The Blues boss insisted he was not trying to downplay his former mentor's historic and record-breaking achievements but claimed the top of the table is far more competitive today than it was five years ago. The implication is should Chelsea finish as champions, it would represent an even greater achievement than they managed under Mourinho.
"It's much more competitive - not in the sense of taking the merit off what has been done in the past," said Villas-Boas, whose side have 19 points after eight matches, five fewer than Mourinho masterminded during Chelsea's perfect start to the 2005-06 season.
"The second Premier League title that Chelsea won, it was eight games, eight wins, and the (final) points total was a record. But more teams now look as if they are in title contention."
Although it is still very early in the season, there does appear to be some merit in Villas-Boas' claim.
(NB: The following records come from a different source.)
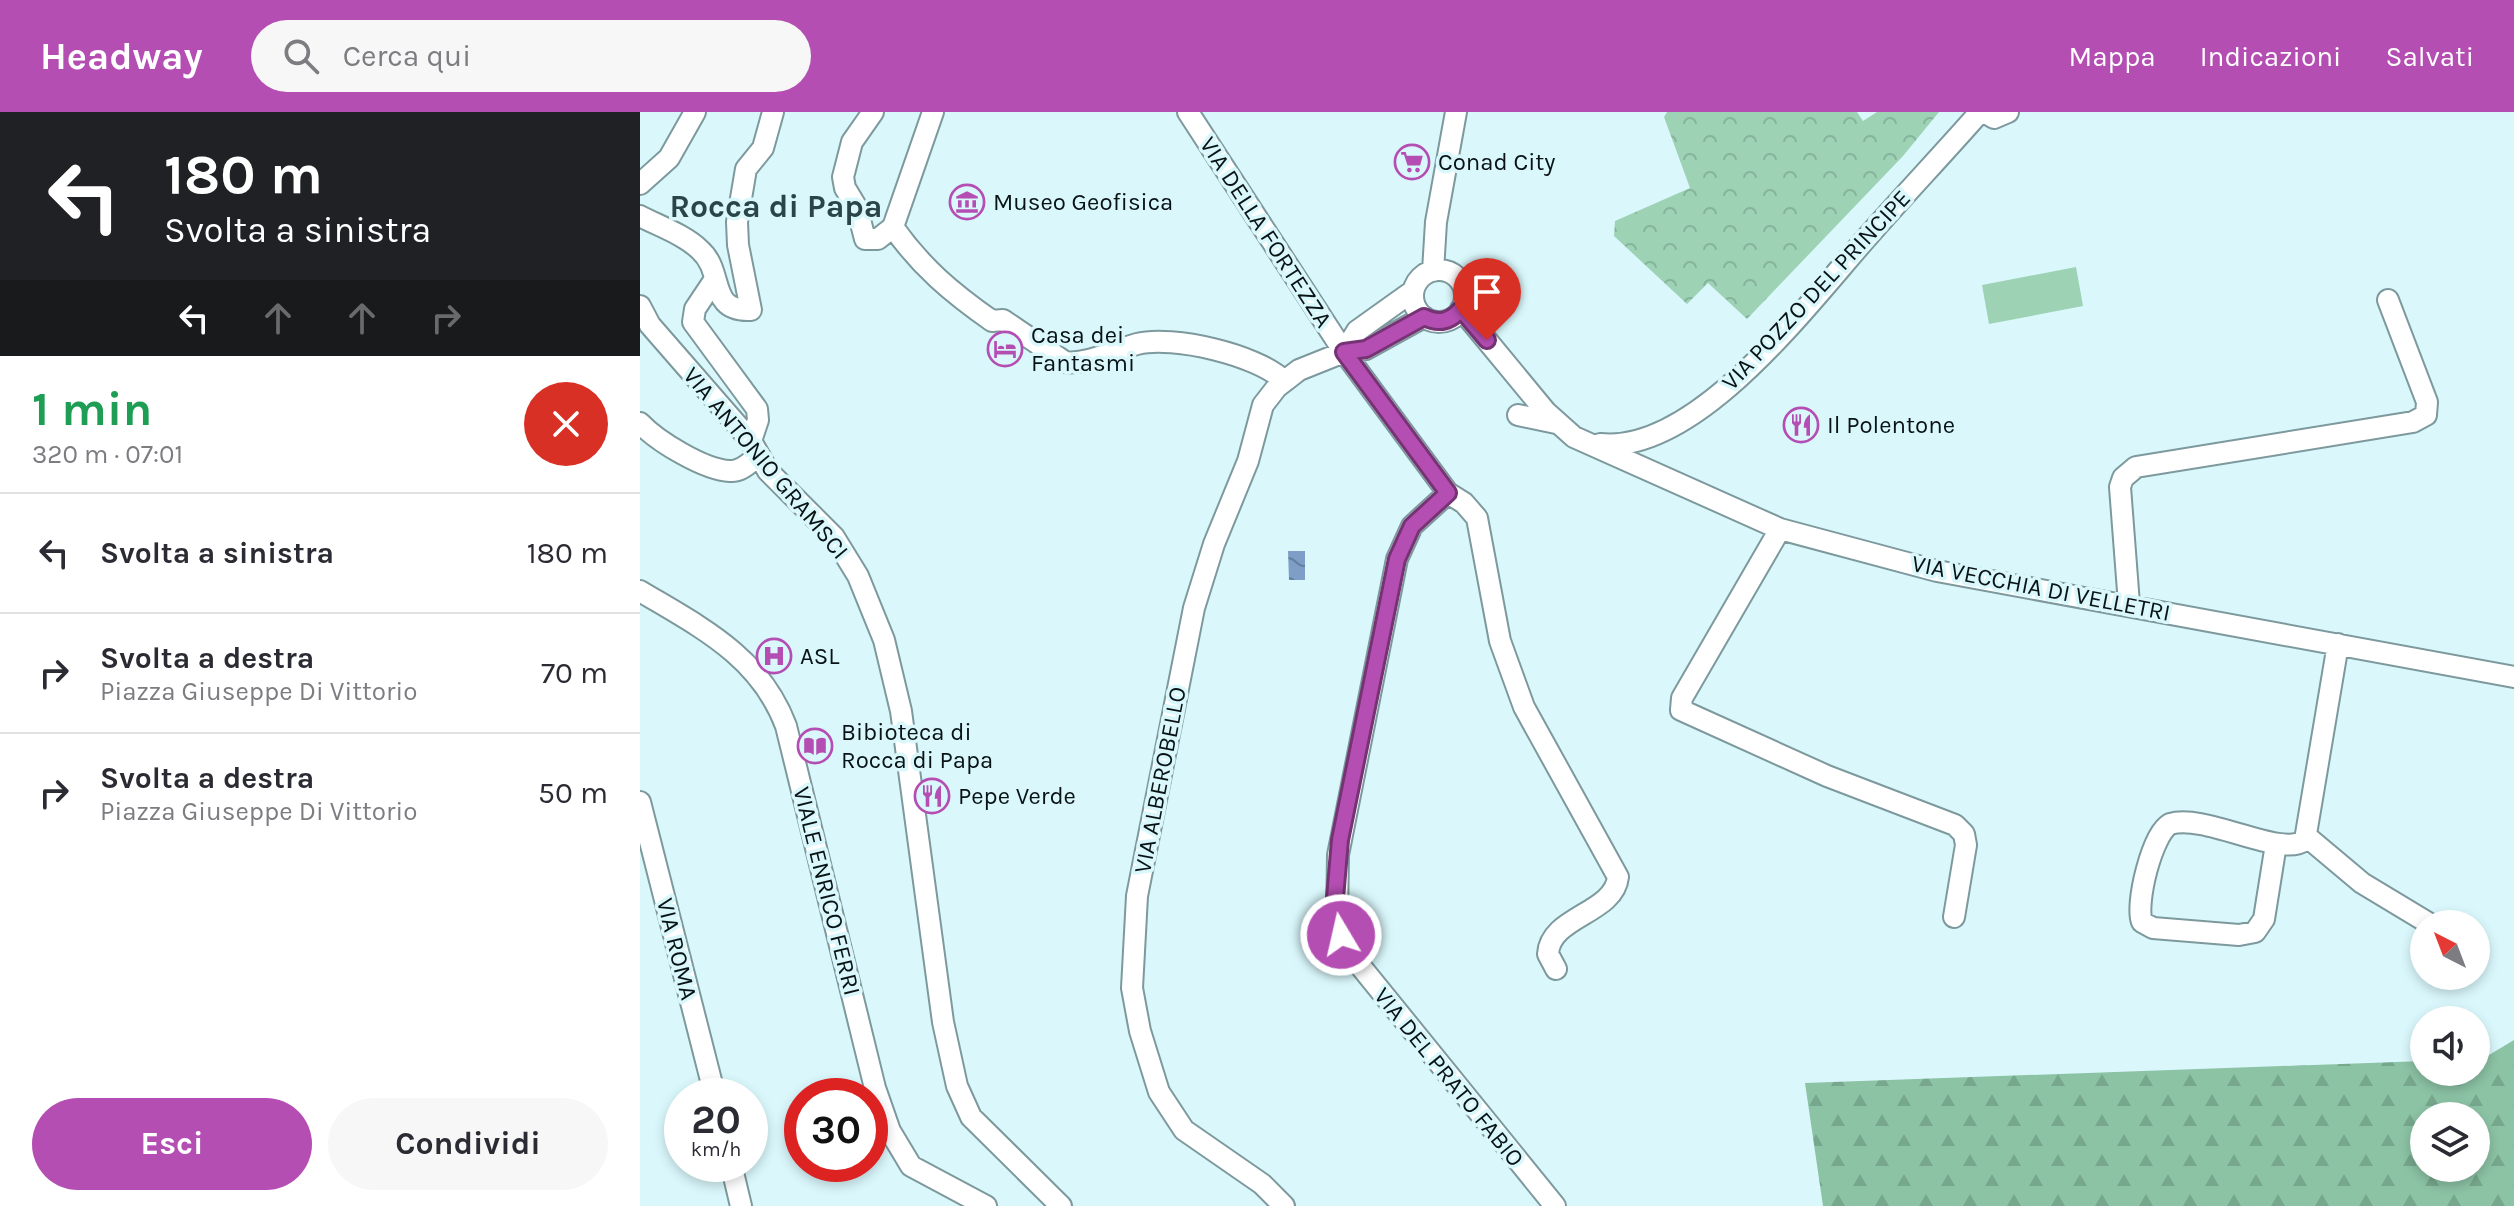 <!DOCTYPE html>
<html lang="it">
<meta charset="utf-8">
<style>
body{margin:0;font-family:Karla,sans-serif;background:#f7f7f7;color:#2b2b33;height:100vh;display:flex;flex-direction:column;font-size:30px;white-space:nowrap}
*{box-sizing:border-box;margin:0}
p{font-size:26px;color:#7c7c81}
.icon{flex:none;width:44px;height:44px;fill:none;stroke:currentColor;stroke-width:2;stroke-linecap:round;stroke-linejoin:round}
.map{position:relative;flex:1;overflow:hidden}
.panel{display:flex;flex-direction:column;background:#fff;width:640px}
.panel>*{flex:none}
.top-card{background:#202124;color:#fff;overflow:hidden}
.needle{width:52px;rotate:318deg}
.fabs{position:absolute;left:1770px;top:798px;display:grid;gap:16px}
.fabs a{display:grid;place-items:center;width:80px;height:80px;border-radius:50%;background:#fff;box-shadow:0 4px 12px #0003;font-size:40px}
.speed{position:absolute;left:24px;top:966px;display:flex;gap:16px;font-size:40px;font-weight:700;text-align:center}
.speed>*{display:grid;place-content:center;width:104px;height:104px;border-radius:50%;background:#fff;box-shadow:0 4px 12px #0003;line-height:1}
.speed small{font-size:20px;font-weight:400}
.speed .limit{border:12px solid #d22;background:#fff;color:#111}
.pin{position:absolute;display:grid;place-items:center;width:68px;height:68px;color:#fff;margin:-82px -34px;border-radius:50% 50% 50% 0;rotate:-45deg;box-shadow:0 0 8px #0007}
.pin .icon{rotate:45deg}
.me{position:absolute;width:88px;margin:-44px;rotate:351deg;stroke-linejoin:round;filter:drop-shadow(0 0 6px #0008)}
.turn{display:flex;align-items:center;gap:28px;height:168px;padding:0 32px;font-size:36px}
.turn .icon{width:104px;height:104px;stroke-width:2.5}
.turn b{display:block;font-size:56px;line-height:68px}
.lanes{display:flex;align-items:center;height:76px;padding:0 32px;background:#0003;justify-content:center;gap:40px;direction:ltr}
.lanes .off{opacity:.35}
.round{display:grid;place-items:center;flex:none;width:84px;height:84px;border-radius:42px;background:#f7f7f7}
.overview{display:flex;align-items:center;justify-content:space-between;height:136px;padding:0 32px}
h1{font-size:48px;font-weight:700;line-height:60px;color:#1e9e55}
.button{display:flex;gap:16px;margin-top:auto;padding:16px 32px}
.button a{flex:1;height:92px;border-radius:48px;background:#b54eb3;color:#fff;font-size:32px;font-weight:700;line-height:92px;text-align:center}
.button a+a{background:#f7f7f7;color:#2b2b33}
ul{padding:0;list-style:none}
li{display:flex;align-items:center;gap:24px;height:120px;padding:0 32px;border-top:2px solid #e1e1e2}
li div{flex:1}
li b{display:block;font-size:30px}
li em{font-style:normal}
header{display:flex;align-items:center;gap:48px;box-sizing:border-box;height:112px;padding:0 40px;background:#b54eb3;color:#fff}
header strong{font-size:38px}
nav{display:flex;gap:44px;margin-inline-start:auto;font-size:28px}
.search{width:560px;height:72px;background:#f7f7f7;display:flex;align-items:center;gap:20px;box-sizing:border-box;padding:0 28px;border-radius:44px;color:#7c7c81;font-size:30px}
main{display:flex;flex:1;min-height:0}
.map>svg:first-child{display:block}
.forest{fill:url(#forest-firs);fill-rule:evenodd}
.park{fill:url(#park-crowns)}
.pitch{fill:#9dd2b5}
.water{fill:url(#water-waves)}
.lines{fill:none;stroke-linecap:round;stroke-linejoin:round}
.street-casing{stroke:#7d999d;stroke-width:24}
.street{stroke:#fff;stroke-width:20}
.route-casing{stroke:#763374;stroke-width:20}
.route{stroke:#b54eb3;stroke-width:14}
.labels{text-anchor:middle;stroke-width:7;stroke-linejoin:round;paint-order:stroke}
.poi-label{font-size:24px;fill:#091315;stroke:#daf8fc;text-anchor:start}
.street-label{font-size:24px;fill:#091315;stroke:#daf8fc}
.district-label{font-size:32px;font-weight:bold;fill:#2a4448;stroke:#daf8fc}
</style>
<header>
<strong>Headway</strong>
<div class="search"><svg class="icon" aria-label="search" viewBox="0 0 24 24"><circle cx="10" cy="10" r="6"/><path d="M15 15l6 6"/></svg>Cerca qui</div>
<nav><a>Mappa</a><a>Indicazioni</a><a>Salvati</a></nav>
</header>
<main>
<section class="panel">
<div class="top-card">
<div class="turn"><svg class="icon" aria-label="left" viewBox="0 0 24 24"><path d="M17 20v-9H6M10 6l-5 5 5 5"/></svg><div><b>180 m</b>Svolta a sinistra</div></div>
<div class="lanes"><svg class="icon" aria-label="left" viewBox="0 0 24 24"><path d="M17 20v-9H6M10 6l-5 5 5 5"/></svg><svg class="icon off" aria-label="ahead" viewBox="0 0 24 24"><path d="M12 20V5M6 11l6-6 6 6"/></svg><svg class="icon off" aria-label="ahead" viewBox="0 0 24 24"><path d="M12 20V5M6 11l6-6 6 6"/></svg><svg class="icon off" aria-label="right" viewBox="0 0 24 24"><path d="M7 20v-9h11M14 6l5 5-5 5"/></svg></div>
</div>
<div class="overview"><div><h1>1 min</h1><p>320 m · 07:01</p></div><a class="round" style="background:#d93025;color:#fff"><svg class="icon" aria-label="close" viewBox="0 0 24 24"><path d="M6 6l12 12M18 6L6 18"/></svg></a></div>
<ul>
<li><svg class="icon" aria-label="left" viewBox="0 0 24 24"><path d="M17 20v-9H6M10 6l-5 5 5 5"/></svg><div><b>Svolta a sinistra</b></div><em>180 m</em></li>
<li><svg class="icon" aria-label="right" viewBox="0 0 24 24"><path d="M7 20v-9h11M14 6l5 5-5 5"/></svg><div><b>Svolta a destra</b><p>Piazza Giuseppe Di Vittorio</p></div><em>70 m</em></li>
<li><svg class="icon" aria-label="right" viewBox="0 0 24 24"><path d="M7 20v-9h11M14 6l5 5-5 5"/></svg><div><b>Svolta a destra</b><p>Piazza Giuseppe Di Vittorio</p></div><em>50 m</em></li>
</ul>
<div class="button"><a>Esci</a><a>Condividi</a></div>
</section>
<div class="map">
<svg width="1874" height="1094" viewBox="0 0 1874 1094">
<defs>
<pattern id="forest-firs" width="22" height="20" patternUnits="userSpaceOnUse" patternTransform="scale(2)"><rect width="22" height="20" fill="#8cc3a5"/><path d="M5 1l3.5 6h-7zM16 11l3.5 6h-7z" fill="#77a78d"/></pattern>
<pattern id="park-crowns" width="20" height="18" patternUnits="userSpaceOnUse" patternTransform="scale(2)"><rect width="20" height="18" fill="#9dd2b5"/><path d="M2 6a3 3 0 1 1 6 0M12 15a3 3 0 1 1 6 0" fill="none" stroke="#86b39b"/></pattern>
<pattern id="water-waves" width="16" height="10" patternUnits="userSpaceOnUse" patternTransform="scale(2)"><rect width="16" height="10" fill="#7e9dc7"/><path d="M0 5q4-4 8 0t8 0" fill="none" stroke="#657fa0"/></pattern>
</defs>
<rect width="100%" height="100%" fill="#daf8fc"/>
<path class="forest" d="M1874,928V1094H1183L1165,971L1784,949V960H1836V947L1844,946ZM1784,1004H1836V1056H1784Z"/>
<path class="park" d="M1027,0H1217L1223,9L1237,0H1299L1263,44L1107,207L1068,171L1047,192L974,124L975,109L1050,76L1024,5Z"/>
<path class="pitch" d="M1436,155L1443,194L1349,212L1342,173Z"/>
<path class="water" d="M648,439H665V468H649Z"/>
<g class="lines">
<g class="street-casing">
<path id="street" d="M233,0L212,30L203,65L205,76L217,96L225,127H238L253,115C281,155 312,181 352,209L363,208L425,250C447,253 475,238 497,232C533,223 617,243 643,268
M548,0L704,240L808,381L824,391L837,406L860,529L884,595L978,765C974,802 910,804 908,842L916,857
M1344,0L1354,6L1368,0
M0,72L29,46L55,0
M0,104C19,114 45,123 60,138C85,160 67,200 111,198L98,133L97,110L106,57L123,36L133,0
M253,115L293,0
M773 184a26 26 0 1 1 52 0a26 26 0 1 1-52 0Z
M793,159L796,110L816,0
M75,167L55,197L53,210L117,297L118,308L111,329
M0,194L10,213L111,329L128,359L194,425L218,464L244,528L261,599L303,910L317,974L331,1005L421,1094
M821,197L906,300L934,325L1140,417L1297,459L1874,565
M704,240L717,219L773,179
M878,303L916,311
M0,311C17,329 64,358 90,359C101,360 109,351 117,345
M960,332C1057,343 1171,188 1230,122C1266,81 1304,41 1340,0
M808,381L772,414L757,447L698,743L697,807L709,840L915,1094
M1140,417L1042,586L1041,598L1187,664L1315,713L1324,722L1326,733L1314,805
M0,479C60,515 120,544 146,614L235,976L250,1019L271,1054L346,1094
M1489,492L1480,375L1483,366L1496,355L1773,310L1786,303L1787,290L1748,188
M0,690L75,984
M1666,724L1722,771L1790,812
M1636,732L1624,807L1615,820L1599,823L1513,816L1502,810C1495,792 1512,722 1530,712C1566,701 1642,747 1665,728L1698,532
M91,1052L101,1094
M644,1094L622,1072L544,1018L519,980L500,919L492,876L497,784L554,496L574,432L608,349L623,293L637,275L659,258L704,240L726,237L784,205"/>
</g>
<use href="#street" class="street"/>
</g>
<g class="lines">
<g class="route-casing">
<path id="route" d="M701,823L695,786L700,728L757,447L772,414L808,381L704,240L726,237L784,205C798,212 810,210 821,197L847,228"/>
</g>
<use href="#route" class="route"/>
</g>
<defs>
<g id="supermarket-ring" transform="scale(1.8)"><circle r="9.5" fill="#daf8fc" stroke="#b54eb3" stroke-width="1.5"/><path d="M-6-5.5h2.5l.6 2H6L4.5 2H-2.5L-4.4-4H-6ZM-1.5 3.2a1.3 1.3 0 1 0 .1 0ZM3 3.2a1.3 1.3 0 1 0 .1 0Z" fill="#b54eb3"/></g>
<g id="museum-ring" transform="scale(1.8)"><circle r="9.5" fill="#daf8fc" stroke="#b54eb3" stroke-width="1.5"/><path d="M0-6L6-3V-2H-6V-3ZM-5-1h2V3h-2ZM-1-1h2V3h-2ZM3-1h2V3H3ZM-6 4H6V6H-6Z" fill="#b54eb3"/></g>
<g id="hotel-ring" transform="scale(1.8)"><circle r="9.5" fill="#daf8fc" stroke="#b54eb3" stroke-width="1.5"/><path d="M-6-4.5h1.5V1H6V5H4.5V3h-9V5H-6ZM-4 0a1.8 1.8 0 1 1 3.6 0ZM.5 0V-2.5h3Q6-2.5 6 0Z" fill="#b54eb3"/></g>
<g id="restaurant-ring" transform="scale(1.8)"><circle r="9.5" fill="#daf8fc" stroke="#b54eb3" stroke-width="1.5"/><path d="M-5-6h1v4h1v-4h1v4h1v-4h1v5L-1.5 .5V6h-2V.5L-5-1ZM5-6V6H3V1.5H1.5Q1.5-4 5-6Z" fill="#b54eb3"/></g>
<g id="hospital-ring" transform="scale(1.8)"><circle r="9.5" fill="#daf8fc" stroke="#b54eb3" stroke-width="1.5"/><path d="M-5-5h3v3.5h4V-5h3V5h-3V1.5h-4V5h-3Z" fill="#b54eb3"/></g>
<g id="library-ring" transform="scale(1.8)"><circle r="9.5" fill="#daf8fc" stroke="#b54eb3" stroke-width="1.5"/><path d="M-6-4Q-3-5.5-.7-3.5V5Q-3 3-6 4ZM6-4Q3-5.5 .7-3.5V5Q3 3 6 4Z" fill="#b54eb3"/></g>
</defs>
<g fill-rule="evenodd">
<use href="#supermarket-ring" x="772" y="50"/>
<use href="#museum-ring" x="327" y="90"/>
<use href="#hotel-ring" x="365" y="237"/>
<use href="#restaurant-ring" x="1161" y="313"/>
<use href="#hospital-ring" x="134" y="544"/>
<use href="#library-ring" x="175" y="634"/>
<use href="#restaurant-ring" x="292" y="684"/>
</g>
<g class="labels">
<g class="poi-label">
<text x="798" y="58">Conad City</text>
<text x="353" y="98">Museo Geofisica</text>
<text x="391" y="231">Casa dei<tspan x="391" dy="28">Fantasmi</tspan></text>
<text x="1187" y="321">Il Polentone</text>
<text x="160" y="552">ASL</text>
<text x="201" y="628">Bibioteca di<tspan x="201" dy="28">Rocca di Papa</tspan></text>
<text x="318" y="692">Pepe Verde</text>
</g>
<g class="street-label">
<text transform="translate(626 120) rotate(57)" y="8">VIA DELLA FORTEZZA</text>
<text transform="translate(1176 178) rotate(-47)" y="8">VIA POZZO DEL PRINCIPE</text>
<text transform="translate(126 351) rotate(50)" y="8">VIA ANTONIO GRAMSCI</text>
<text transform="translate(1401 476) rotate(11)" y="8">VIA VECCHIA DI VELLETRI</text>
<text transform="translate(520 668) rotate(-79)" y="8">VIA ALBEROBELLO</text>
<text transform="translate(187 779) rotate(76)" y="8">VIALE ENRICO FERRI</text>
<text transform="translate(37 837) rotate(76)" y="8">VIA ROMA</text>
<text transform="translate(809 965) rotate(51)" y="8">VIA DEL PRATO FABIO</text>
</g>
<g class="district-label">
<text x="136" y="105">Rocca di Papa</text>
</g>
</g>
</svg>
<div class="fabs">
<a><svg class="needle" viewBox="-14 -14 28 28"><path d="M0-13l5 13h-10z" fill="#e53935"/><path d="M0 13l5-13h-10z" fill="#7c7c81"/></svg></a>
<a><svg class="icon" aria-label="sound" viewBox="0 0 24 24"><path d="M4 9h4l5-4v14l-5-4H4zM17 9q2 3 0 6"/></svg></a>
<a><svg class="icon" aria-label="layers" viewBox="0 0 24 24"><path d="M12 4l9 5-9 5-9-5zM3 14l9 5 9-5"/></svg></a>
</div>
<div class="speed"><div>20<small>km/h</small></div><div class="limit">30</div></div>
<div class="pin" style="left:847px;top:228px;background:#d93025"><svg class="icon" aria-label="arrive" viewBox="0 0 24 24"><path d="M6 21V4h12l-3 4 3 4H6"/></svg></div>
<svg class="me" style="left:701px;top:823px" viewBox="-20 -20 40 40"><circle r="17" fill="#b54eb3" stroke="#fff" stroke-width="3"/><path d="M0-11L8 9 0 5-8 9z" fill="#fff"/></svg>
</div>
</main>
Nineteen points was enough for Chelsea to lead the table 12 months ago but this season they trail Manchester United by one point and Manchester City by three.
That will change on Sunday providing Villas-Boas' men win their London derby at QPR, which almost immediately follows the Manchester derby at Old Trafford. Three points would ensure Chelsea end the weekend at least level on points with whoever finishes the derby in second place.
Emphasising the importance of victory at Loftus Road, Villas-Boas said: "For us to profit, we need to get our own three points. I need those three points - desperately."
That is about as blunt a statement as you will ever hear from the new Chelsea manager, who nevertheless downplayed the significance of Sunday in the grand scheme of things.
"It's too early to be a real opportunity," he said. "If this had happened in April, it would have been, but not now.
"We were five points from United, and now we're a point away. Things have changed dramatically in recent weeks. But it's still not a pattern regarding how it will happen in the future."